── Given information ──
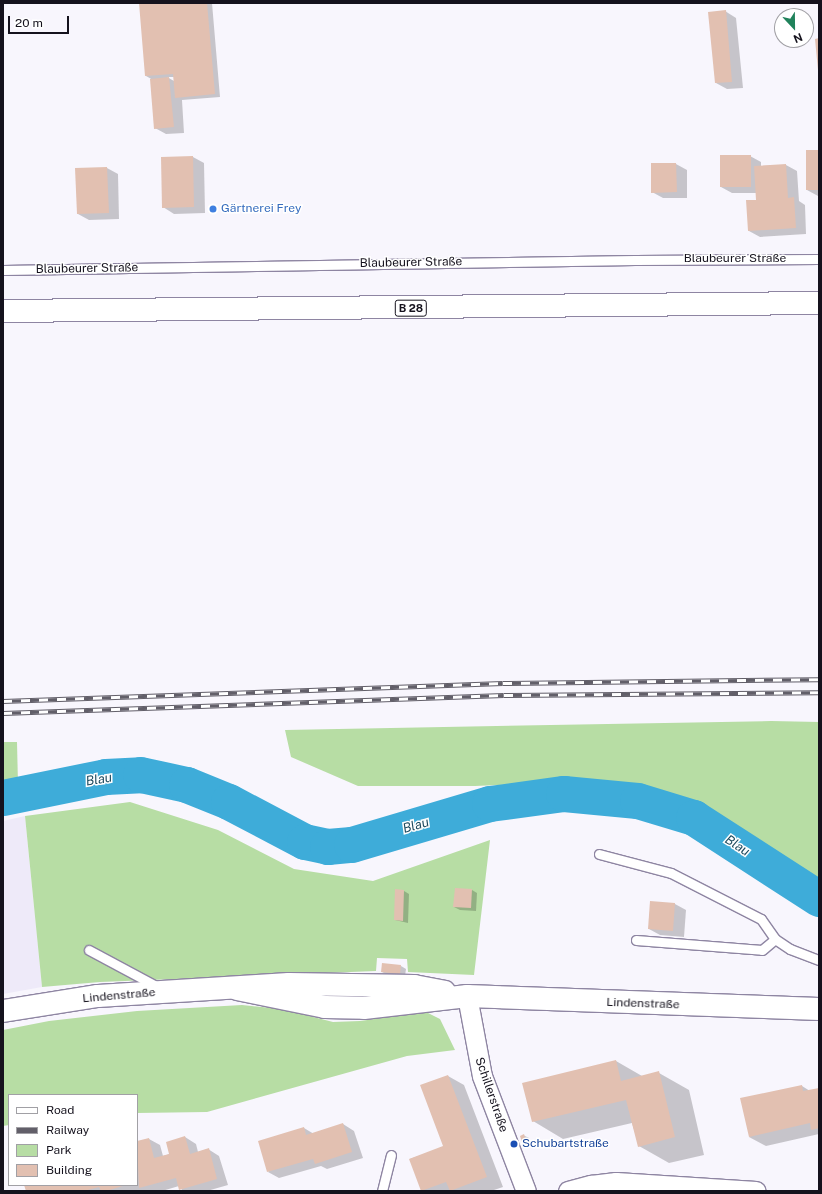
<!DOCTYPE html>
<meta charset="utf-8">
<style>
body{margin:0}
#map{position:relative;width:822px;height:1194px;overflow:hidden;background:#f8f6fd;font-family:"Public Sans",sans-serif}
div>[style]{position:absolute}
.built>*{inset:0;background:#eeeaf9}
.green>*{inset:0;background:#b7dda4}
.shadow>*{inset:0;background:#0003}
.river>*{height:36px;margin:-18px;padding:0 18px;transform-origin:18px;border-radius:18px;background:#3eacd9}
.building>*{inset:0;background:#e2c0b1}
.roads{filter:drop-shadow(1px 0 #8e85a2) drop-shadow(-1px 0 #8e85a2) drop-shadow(0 1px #8e85a2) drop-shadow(0 -1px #8e85a2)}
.service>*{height:9px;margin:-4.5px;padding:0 4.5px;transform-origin:4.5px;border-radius:4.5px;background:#fff}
.minor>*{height:19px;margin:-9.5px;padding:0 9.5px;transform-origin:9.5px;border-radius:9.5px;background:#fff}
.tertiary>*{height:22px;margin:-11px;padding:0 11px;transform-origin:11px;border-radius:11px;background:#fff}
.primary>*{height:22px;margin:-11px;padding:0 11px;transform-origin:11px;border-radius:11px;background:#fff}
.rail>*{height:4.5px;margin-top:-2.25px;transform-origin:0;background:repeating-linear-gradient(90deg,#fff 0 9px,#625f69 0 18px);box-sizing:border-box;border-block:1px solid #625f69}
.dots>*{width:11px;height:11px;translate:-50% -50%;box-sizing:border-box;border:2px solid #fff;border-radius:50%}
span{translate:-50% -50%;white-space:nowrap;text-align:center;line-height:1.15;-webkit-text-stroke:3px #fff;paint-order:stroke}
.shield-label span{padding:1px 3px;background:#fff;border:1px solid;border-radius:3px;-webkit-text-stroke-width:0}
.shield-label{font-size:11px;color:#15121d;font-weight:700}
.shop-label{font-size:12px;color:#366cbe}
.left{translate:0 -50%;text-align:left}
.street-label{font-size:12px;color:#15121d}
.transit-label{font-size:12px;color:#164399}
.water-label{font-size:13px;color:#1c495d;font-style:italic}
.frame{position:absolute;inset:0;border:4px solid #15121d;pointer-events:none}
.legend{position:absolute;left:8px;top:1094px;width:130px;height:92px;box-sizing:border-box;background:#fff;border:1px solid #a1a0a5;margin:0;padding:5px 7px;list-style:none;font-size:12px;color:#15121d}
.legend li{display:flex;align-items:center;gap:8px;height:20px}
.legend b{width:20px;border:1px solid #a1a0a5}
.north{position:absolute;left:774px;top:8px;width:40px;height:40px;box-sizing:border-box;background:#fff;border:1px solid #a1a0a5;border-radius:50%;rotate:158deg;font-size:11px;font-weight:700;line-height:16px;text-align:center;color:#15121d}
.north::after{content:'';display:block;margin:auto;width:14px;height:18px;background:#20825b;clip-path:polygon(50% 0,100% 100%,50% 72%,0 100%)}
.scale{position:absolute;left:8px;top:16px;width:61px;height:18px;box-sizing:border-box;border:2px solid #15121d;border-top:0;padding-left:5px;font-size:12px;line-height:14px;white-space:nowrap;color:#15121d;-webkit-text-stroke:3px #fff;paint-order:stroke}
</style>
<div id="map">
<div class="built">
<div style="clip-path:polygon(25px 816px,42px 987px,3px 994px,3px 821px)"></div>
</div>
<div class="green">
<div style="clip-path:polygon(771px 721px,819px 722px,819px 889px,805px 882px,712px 814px,642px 789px,564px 782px,475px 786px,358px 786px,291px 757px,285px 730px)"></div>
<div style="clip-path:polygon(3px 742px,17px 742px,18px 785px,3px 788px)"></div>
<div style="clip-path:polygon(130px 802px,218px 830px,294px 869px,373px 881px,490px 840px,474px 975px,408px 972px,407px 959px,377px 958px,376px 971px,100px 982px,42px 987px,25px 816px)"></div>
<div style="clip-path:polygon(242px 1005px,282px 1009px,333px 1022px,360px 1021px,426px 1012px,440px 1019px,455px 1050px,407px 1056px,207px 1112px,137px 1113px,137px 1095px,9px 1095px,9px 1125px,3px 1126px,3px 1030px,49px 1021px,137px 1011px)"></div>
</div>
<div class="shadow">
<div style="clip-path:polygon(evenodd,140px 3px,212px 3px,220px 97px,182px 100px,184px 133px,166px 134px,155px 128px,153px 80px,146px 76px,140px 3px,167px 77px,174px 77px,174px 81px,167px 77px)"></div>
<div style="clip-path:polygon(725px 11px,736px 18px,743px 88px,727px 89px,716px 83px)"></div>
<div style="clip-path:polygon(819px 151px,819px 196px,818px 196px,807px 190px)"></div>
<div style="clip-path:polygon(750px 156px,761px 162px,761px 166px,786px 165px,797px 171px,799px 201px,805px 205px,806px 234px,760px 237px,749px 231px,757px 201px,757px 193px,732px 193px,721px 187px)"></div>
<div style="clip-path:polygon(193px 157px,204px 163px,205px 213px,174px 214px,163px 207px)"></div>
<div style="clip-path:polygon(676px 164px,687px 170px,687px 198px,663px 198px,652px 192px)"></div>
<div style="clip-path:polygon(107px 168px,118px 174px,119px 219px,89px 220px,78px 214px)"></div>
<div style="clip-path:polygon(472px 890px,477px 893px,476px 911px,460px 910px,454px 907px)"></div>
<div style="clip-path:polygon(404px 891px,409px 894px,408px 923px,395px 920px)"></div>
<div style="clip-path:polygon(651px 902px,675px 904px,686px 910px,684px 937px,660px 935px,649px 929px)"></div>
<div style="clip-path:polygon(401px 966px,406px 969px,405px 976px,388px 975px,382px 972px)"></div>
<div style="clip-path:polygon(616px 1061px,642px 1076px,659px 1073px,689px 1090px,704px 1155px,669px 1163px,639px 1146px,632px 1123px,563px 1139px,533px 1121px)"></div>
<div style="clip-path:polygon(448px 1076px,464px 1085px,503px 1187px,491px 1191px,422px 1191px,410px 1159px,444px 1147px)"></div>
<div style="clip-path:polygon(802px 1086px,810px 1091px,819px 1089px,819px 1134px,766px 1146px,749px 1137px)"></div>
<div style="clip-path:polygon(343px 1124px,354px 1131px,363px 1158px,327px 1169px,321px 1166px,279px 1178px,268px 1172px,304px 1128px,314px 1134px)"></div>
<div style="clip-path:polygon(523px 1135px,529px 1138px,532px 1147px,524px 1145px)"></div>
<div style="clip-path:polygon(185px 1137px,196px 1144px,198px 1152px,208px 1149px,219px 1156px,228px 1185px,207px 1191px,183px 1191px,179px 1186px,162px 1191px,27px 1191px,25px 1185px,137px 1185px,137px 1142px,149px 1139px,160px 1145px,163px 1156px,170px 1154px)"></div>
</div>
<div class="river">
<div style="left:3px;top:798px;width:105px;rotate:-11.5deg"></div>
<div style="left:106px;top:777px;width:35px;rotate:-3deg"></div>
<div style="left:141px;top:775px;width:47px;rotate:12.3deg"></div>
<div style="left:187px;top:785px;width:45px;rotate:22deg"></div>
<div style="left:229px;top:802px;width:86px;rotate:27.8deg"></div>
<div style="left:305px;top:842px;width:24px;rotate:12deg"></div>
<div style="left:328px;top:847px;width:24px;rotate:-5deg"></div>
<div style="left:352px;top:845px;width:144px;rotate:-16.5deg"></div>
<div style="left:490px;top:804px;width:75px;rotate:-7.7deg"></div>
<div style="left:564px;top:794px;width:74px;rotate:5.4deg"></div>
<div style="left:638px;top:801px;width:59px;rotate:16.9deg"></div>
<div style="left:694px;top:818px;width:149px;rotate:32.9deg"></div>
</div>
<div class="building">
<div style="clip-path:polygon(139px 3px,207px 3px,215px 94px,175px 98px,173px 74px,145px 76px)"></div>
<div style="clip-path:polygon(726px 10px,732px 82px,715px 83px,708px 12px)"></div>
<div style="clip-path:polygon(819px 38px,819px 70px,818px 70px,815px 39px)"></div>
<div style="clip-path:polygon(169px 77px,174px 127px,154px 129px,150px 79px)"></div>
<div style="clip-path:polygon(806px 150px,819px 150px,819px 190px,806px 190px)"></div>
<div style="clip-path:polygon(720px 155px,751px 155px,751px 187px,720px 187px)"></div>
<div style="clip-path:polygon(193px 156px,194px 207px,162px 208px,161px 157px)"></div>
<div style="clip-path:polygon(651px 163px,676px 163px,677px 192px,651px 193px)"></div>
<div style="clip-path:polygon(786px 164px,788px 198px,794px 197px,796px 228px,748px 231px,746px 200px,756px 200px,754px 166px)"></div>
<div style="clip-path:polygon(107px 167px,109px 213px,77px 214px,75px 168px)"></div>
<div style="clip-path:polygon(455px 888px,472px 889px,471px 908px,453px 907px)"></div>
<div style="clip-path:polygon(395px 889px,404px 890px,403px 921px,394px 920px)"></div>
<div style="clip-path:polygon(650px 901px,675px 903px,673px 931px,648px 929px)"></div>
<div style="clip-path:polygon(382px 963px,401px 965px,400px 974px,381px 972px)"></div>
<div style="clip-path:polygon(616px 1060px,621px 1081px,659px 1071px,675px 1137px,638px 1147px,626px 1100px,532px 1122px,522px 1083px)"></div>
<div style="clip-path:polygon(448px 1075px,487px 1177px,450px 1191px,446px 1182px,421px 1191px,409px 1159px,443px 1146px,420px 1085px)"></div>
<div style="clip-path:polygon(802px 1085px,803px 1091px,819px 1088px,819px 1128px,811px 1130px,810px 1123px,749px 1137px,740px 1098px)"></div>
<div style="clip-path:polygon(343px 1123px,352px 1152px,315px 1164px,313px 1159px,267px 1172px,258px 1141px,304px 1127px,306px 1135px)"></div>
<div style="clip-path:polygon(524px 1134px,527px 1144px,523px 1145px,520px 1136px)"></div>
<div style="clip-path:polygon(185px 1136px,190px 1154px,209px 1148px,217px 1179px,179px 1190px,176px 1178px,139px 1188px,137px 1141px,149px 1138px,154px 1158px,169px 1154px,166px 1142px)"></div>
<div style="clip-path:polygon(24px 1185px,126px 1185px,106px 1191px,101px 1191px,99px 1187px,84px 1191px,26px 1191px)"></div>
</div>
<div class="roads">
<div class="service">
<div style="left:3px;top:270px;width:632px;rotate:-0.91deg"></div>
<div style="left:635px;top:260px;width:184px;rotate:-0.3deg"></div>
<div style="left:599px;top:854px;width:74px;rotate:14.8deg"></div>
<div style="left:671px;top:873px;width:101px;rotate:27.1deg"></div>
<div style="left:761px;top:919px;width:24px;rotate:55deg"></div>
<div style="left:775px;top:939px;width:18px;rotate:34deg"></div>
<div style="left:790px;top:949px;width:31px;rotate:21deg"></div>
<div style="left:636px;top:940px;width:126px;rotate:4.5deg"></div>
<div style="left:762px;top:950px;width:17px;rotate:-40deg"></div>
<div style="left:89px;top:950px;width:81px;rotate:28.2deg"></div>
<div style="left:382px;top:1191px;width:37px;rotate:-76deg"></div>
</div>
<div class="minor">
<div style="left:467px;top:996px;width:81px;rotate:79.4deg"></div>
<div style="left:482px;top:1076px;width:123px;rotate:69.1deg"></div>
<div style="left:568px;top:1191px;width:24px;rotate:-15deg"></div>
<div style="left:591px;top:1185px;width:25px;rotate:-7deg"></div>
<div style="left:616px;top:1182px;width:140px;rotate:3.7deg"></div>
</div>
<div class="tertiary">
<div style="left:237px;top:989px;width:90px;rotate:11.6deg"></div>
<div style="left:325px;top:1007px;width:39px;rotate:1deg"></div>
<div style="left:364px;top:1008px;width:104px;rotate:-6.6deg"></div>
<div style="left:467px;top:996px;width:352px;rotate:2.1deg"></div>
<div style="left:3px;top:1011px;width:96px;rotate:-9deg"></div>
<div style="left:98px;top:996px;width:191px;rotate:-3.6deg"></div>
<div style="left:289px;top:984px;width:125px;rotate:0.9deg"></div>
<div style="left:414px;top:986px;width:31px;rotate:11deg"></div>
</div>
<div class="primary">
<div style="left:3px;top:311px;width:816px;rotate:-0.56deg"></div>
</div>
</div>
<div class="rail">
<div style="left:3px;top:701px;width:500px;rotate:-2.06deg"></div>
<div style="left:503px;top:683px;width:316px;rotate:-0.7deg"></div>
<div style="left:3px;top:713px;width:501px;rotate:-2.06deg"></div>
<div style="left:504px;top:695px;width:315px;rotate:-0.5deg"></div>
</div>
<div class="dots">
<div style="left:213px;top:209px;background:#3f7fe0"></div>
<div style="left:514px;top:1144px;background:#1a4fb4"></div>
</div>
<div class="shield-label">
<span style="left:411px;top:308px">B 28</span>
</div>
<div class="shop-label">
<span class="left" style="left:221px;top:209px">Gärtnerei Frey</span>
</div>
<div class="street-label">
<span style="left:735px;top:259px">Blaubeurer Straße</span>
<span style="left:411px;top:263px;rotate:-1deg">Blaubeurer Straße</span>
<span style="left:87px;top:269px;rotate:-1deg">Blaubeurer Straße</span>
<span style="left:119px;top:996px;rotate:-5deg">Lindenstraße</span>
<span style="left:643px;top:1004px;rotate:2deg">Lindenstraße</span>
<span style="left:491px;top:1095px;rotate:71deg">Schillerstraße</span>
</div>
<div class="transit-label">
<span class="left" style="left:522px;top:1144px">Schubartstraße</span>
</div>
<div class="water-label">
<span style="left:99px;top:780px;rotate:-9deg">Blau</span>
<span style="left:416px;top:826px;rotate:-16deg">Blau</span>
<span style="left:737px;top:846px;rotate:33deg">Blau</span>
</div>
<div class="frame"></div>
<ul class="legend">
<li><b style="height:5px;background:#fff"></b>Road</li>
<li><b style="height:5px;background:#625f69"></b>Railway</li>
<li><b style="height:11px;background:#b7dda4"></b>Park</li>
<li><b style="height:11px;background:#e2c0b1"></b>Building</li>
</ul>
<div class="north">N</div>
<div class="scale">20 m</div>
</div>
───
▶ _Instructions to follow_:
Collect every line from the records above that contains the word "river".

▶ _Task response_:
.river>*{height:36px;margin:-18px;padding:0 18px;transform-origin:18px;border-radius:18px;background:#3eacd9}
<div class="river">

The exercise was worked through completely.